As Tesla’s share price was higher than the previous week, David Baird saw more than $ 1m away from the value of his positions, reducing his stake to almost half.
The pullback was an ordeal for an army of small investors who have piled into the stock of an electric car manufacturer, helping to make it one of the world’s most valuable publicly traded companies. A 54-year-old freelance IT manager like Mr. Baird, the latest slide in Tesla’s shares – in which he shed nearly $ 120 billion of market capitalization – was painful. But it has not yet given any reason to cash out.
“I’m constantly bombarded by people who think they know better, asking me to sell them in the last five years – that’s why I’m up,” said Mr Baird, who worked in Brussels And lives from Shrewsbury in the UK’s West Midlands. He reduced his paper loss of $ 1.2m on his Tesla stock and derivatives, reducing his holding to $ 1.5m. “Once you run Tesla, you should have one.” It burns you It eats you inside. ”
For some, Tesla has become a market symbol that moves at its own pace with little time for the health of the economy or the profits generated by companies. The stock’s rise has been prompted by retail buyers, who traded a large number of options to divest the company, helping the stock run even higher.
Price moves have been volatile and, at times, difficult to explain. But starry-eyed investors point to the company’s ability to dramatically increase production of electric vehicles. Some have quit their day jobs to work with carmakers, while others have pledged their savings accounts to their shares.
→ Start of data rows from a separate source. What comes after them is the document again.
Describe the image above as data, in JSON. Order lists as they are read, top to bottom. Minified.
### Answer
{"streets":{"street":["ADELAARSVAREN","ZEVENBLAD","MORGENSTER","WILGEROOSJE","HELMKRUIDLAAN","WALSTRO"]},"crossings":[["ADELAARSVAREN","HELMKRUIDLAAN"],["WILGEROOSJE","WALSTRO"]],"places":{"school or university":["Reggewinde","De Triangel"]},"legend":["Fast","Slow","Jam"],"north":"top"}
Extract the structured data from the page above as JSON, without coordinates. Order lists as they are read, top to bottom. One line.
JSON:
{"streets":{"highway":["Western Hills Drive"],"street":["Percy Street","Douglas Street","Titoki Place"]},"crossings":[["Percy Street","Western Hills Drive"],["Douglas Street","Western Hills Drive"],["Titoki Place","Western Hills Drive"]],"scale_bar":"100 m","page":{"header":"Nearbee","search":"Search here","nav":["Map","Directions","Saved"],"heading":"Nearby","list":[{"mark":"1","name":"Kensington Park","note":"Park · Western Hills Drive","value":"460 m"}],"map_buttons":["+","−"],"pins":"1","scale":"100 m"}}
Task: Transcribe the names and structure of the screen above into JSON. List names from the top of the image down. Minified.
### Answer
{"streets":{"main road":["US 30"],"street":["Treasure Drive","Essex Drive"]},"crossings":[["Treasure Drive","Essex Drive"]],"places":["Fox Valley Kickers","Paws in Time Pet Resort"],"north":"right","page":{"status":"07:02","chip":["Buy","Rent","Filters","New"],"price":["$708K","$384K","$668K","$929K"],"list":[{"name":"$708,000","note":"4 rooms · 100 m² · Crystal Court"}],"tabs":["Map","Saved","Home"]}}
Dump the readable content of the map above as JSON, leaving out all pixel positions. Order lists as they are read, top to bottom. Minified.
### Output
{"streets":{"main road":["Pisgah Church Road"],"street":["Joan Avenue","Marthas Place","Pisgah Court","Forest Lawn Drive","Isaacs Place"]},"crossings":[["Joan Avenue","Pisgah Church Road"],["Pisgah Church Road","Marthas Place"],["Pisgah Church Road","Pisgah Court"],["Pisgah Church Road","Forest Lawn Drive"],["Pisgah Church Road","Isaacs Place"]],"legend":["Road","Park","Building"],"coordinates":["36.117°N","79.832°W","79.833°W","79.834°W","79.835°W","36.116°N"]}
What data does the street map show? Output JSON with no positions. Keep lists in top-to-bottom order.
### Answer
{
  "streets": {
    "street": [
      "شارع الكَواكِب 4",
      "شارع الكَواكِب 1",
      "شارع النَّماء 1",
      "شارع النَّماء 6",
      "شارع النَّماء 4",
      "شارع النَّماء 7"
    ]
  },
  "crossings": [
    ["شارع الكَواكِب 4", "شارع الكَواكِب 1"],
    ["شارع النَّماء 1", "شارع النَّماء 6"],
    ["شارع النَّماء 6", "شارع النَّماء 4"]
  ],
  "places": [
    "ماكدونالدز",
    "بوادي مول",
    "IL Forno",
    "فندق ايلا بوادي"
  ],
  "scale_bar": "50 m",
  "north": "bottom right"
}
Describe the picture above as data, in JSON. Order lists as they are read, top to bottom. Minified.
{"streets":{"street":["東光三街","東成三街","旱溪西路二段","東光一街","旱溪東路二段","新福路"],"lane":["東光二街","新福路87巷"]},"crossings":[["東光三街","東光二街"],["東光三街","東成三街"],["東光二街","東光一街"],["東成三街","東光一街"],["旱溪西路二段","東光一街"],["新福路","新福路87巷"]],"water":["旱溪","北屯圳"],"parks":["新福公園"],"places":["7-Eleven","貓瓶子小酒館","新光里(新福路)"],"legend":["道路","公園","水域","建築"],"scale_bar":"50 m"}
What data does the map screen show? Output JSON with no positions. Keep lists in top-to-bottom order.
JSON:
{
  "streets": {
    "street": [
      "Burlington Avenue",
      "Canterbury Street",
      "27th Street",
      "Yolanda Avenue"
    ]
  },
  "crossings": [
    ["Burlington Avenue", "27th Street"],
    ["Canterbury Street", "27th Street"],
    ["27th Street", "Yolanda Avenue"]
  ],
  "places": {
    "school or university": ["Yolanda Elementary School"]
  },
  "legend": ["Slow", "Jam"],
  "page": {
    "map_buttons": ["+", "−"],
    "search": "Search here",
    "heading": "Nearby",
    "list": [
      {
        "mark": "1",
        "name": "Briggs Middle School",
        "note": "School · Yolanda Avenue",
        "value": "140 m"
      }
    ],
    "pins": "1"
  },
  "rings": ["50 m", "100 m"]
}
Several people who spoke to the Financial Times said that they remained in the company despite a record one-day decline in stock of 21 percent on Monday. Even after its recent fall, Tesla’s equity is nearly four times the sum of General Motors, Ford and Fiat Chrysler.
“This is not an equity price miracle or the market is irrational. This is one of the biggest business miracles ever in the market, ”said investor Galileo Russell, who runs a popular Tesco podcast. On the company’s earnings call two years ago, chief executive Elon Musk gave him time to ask a question – the most companies reserved for professional analysts.
The small investors’ unwavering allegiance to Mr. Musk and the company he built characterized the stock’s rise. According to RBC Capital Markets strategist Amy Wu Silverman, compared to companies such as Apple and Amazon, whose shareholder registers are dominated by large asset managers and index funds, Tesla has been taken over by people like Mr. Russell and Mr. Beard. .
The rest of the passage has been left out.